## ABOUT THIS TASK
Tally the lines below containing the word "DELLA" and give that total alone.

Collected data entries:
################

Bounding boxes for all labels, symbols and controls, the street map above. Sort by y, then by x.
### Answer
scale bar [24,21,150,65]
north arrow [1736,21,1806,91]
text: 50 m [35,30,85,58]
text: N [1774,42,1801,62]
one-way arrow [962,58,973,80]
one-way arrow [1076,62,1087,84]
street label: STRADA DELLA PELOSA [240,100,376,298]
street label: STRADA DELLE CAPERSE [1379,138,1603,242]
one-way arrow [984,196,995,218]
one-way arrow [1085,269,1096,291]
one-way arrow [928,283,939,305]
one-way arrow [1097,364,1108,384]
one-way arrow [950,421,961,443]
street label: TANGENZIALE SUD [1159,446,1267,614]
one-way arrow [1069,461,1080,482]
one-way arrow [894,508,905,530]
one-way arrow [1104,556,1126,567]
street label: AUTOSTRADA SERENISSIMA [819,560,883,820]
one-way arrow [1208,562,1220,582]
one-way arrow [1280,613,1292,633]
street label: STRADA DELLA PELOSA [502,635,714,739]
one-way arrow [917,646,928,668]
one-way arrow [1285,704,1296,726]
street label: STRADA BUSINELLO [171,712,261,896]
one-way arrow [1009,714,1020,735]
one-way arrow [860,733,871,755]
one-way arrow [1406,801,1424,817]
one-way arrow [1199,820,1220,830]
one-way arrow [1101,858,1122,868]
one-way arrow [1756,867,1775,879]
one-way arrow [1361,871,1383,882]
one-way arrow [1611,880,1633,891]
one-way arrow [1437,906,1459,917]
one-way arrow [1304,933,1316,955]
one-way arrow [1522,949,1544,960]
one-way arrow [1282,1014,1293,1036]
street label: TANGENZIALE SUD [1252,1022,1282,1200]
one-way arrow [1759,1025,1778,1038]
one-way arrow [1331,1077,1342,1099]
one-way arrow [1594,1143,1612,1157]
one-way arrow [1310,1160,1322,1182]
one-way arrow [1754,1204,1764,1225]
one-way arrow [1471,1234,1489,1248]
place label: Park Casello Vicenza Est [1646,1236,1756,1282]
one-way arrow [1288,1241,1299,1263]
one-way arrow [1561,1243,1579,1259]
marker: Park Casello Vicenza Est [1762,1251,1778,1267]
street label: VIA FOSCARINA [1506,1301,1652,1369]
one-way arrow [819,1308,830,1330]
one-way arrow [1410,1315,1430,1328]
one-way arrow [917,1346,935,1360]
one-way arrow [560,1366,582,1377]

################

## THE ANSWER
2